Data section:
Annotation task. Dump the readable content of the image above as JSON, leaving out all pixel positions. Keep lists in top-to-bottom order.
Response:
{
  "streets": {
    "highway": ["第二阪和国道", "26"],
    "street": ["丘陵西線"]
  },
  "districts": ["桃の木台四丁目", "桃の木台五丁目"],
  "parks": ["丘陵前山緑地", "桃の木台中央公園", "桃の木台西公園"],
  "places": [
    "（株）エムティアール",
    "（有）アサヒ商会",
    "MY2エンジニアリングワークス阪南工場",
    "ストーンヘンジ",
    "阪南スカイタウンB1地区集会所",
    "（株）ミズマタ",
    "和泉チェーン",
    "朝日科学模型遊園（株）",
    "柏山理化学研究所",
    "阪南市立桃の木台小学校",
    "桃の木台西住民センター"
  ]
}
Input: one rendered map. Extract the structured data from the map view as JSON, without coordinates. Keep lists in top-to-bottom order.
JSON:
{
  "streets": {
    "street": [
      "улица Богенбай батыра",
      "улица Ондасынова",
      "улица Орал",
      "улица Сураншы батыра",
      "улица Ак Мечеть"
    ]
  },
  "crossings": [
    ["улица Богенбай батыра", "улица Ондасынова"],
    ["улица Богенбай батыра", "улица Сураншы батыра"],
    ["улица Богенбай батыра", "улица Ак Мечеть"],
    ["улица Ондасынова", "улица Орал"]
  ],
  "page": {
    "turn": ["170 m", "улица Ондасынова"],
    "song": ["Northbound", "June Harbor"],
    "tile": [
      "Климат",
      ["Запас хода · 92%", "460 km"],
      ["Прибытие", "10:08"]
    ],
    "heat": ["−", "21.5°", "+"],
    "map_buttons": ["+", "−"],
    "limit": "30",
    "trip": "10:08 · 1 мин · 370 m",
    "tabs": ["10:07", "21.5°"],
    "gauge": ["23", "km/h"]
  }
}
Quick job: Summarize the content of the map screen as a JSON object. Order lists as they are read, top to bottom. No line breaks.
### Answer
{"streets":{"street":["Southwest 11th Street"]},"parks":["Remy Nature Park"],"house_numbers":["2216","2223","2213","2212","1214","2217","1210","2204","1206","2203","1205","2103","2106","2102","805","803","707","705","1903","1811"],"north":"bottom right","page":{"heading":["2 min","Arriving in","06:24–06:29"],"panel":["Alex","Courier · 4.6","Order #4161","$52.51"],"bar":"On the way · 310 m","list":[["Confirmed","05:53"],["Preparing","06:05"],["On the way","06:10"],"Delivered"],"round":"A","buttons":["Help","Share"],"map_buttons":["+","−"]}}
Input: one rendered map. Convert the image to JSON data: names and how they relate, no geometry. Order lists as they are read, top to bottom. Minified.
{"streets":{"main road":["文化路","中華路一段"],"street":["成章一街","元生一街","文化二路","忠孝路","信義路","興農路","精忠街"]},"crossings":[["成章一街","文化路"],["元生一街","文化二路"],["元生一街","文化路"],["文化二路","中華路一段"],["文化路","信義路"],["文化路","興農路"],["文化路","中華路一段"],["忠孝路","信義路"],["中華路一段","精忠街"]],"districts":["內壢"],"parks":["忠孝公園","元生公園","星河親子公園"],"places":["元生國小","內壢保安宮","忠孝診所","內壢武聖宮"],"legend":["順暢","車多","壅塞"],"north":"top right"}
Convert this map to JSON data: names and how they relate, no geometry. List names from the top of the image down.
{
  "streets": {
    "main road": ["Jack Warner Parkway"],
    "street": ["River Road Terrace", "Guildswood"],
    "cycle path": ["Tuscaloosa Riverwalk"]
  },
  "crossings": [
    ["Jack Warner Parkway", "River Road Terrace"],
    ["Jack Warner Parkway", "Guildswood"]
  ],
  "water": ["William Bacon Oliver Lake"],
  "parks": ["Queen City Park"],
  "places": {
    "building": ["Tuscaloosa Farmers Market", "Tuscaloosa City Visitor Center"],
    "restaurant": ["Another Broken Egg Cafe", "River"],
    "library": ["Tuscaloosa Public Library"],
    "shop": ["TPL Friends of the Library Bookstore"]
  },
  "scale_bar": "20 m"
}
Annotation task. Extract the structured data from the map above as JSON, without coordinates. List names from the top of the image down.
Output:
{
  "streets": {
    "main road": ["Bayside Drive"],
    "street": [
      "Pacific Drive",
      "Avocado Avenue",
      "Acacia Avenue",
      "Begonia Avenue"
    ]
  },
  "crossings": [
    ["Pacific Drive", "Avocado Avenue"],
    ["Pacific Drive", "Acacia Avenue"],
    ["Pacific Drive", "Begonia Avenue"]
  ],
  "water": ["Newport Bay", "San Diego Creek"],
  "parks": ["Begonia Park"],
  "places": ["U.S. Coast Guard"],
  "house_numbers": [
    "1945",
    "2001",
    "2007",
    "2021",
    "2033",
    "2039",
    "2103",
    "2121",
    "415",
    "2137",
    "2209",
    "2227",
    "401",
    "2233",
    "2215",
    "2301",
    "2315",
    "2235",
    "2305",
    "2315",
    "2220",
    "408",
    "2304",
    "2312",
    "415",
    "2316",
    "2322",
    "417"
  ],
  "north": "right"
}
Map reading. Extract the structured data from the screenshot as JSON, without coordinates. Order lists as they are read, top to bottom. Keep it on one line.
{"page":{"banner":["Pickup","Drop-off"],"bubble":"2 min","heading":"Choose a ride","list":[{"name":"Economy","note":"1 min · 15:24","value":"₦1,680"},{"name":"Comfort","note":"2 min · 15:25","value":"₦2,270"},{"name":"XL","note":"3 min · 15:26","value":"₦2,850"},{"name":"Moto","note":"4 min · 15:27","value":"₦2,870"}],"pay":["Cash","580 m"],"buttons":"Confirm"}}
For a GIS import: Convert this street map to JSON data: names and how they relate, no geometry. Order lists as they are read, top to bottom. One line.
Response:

Your instructions:
Copy whichever lines in the listing above contain the word "Annotation".

Answer to the problem:
Annotation task. Dump the readable content of the image above as JSON, leaving out all pixel positions. Keep lists in top-to-bottom order.
Annotation task. Extract the structured data from the map above as JSON, without coordinates. List names from the top of the image down.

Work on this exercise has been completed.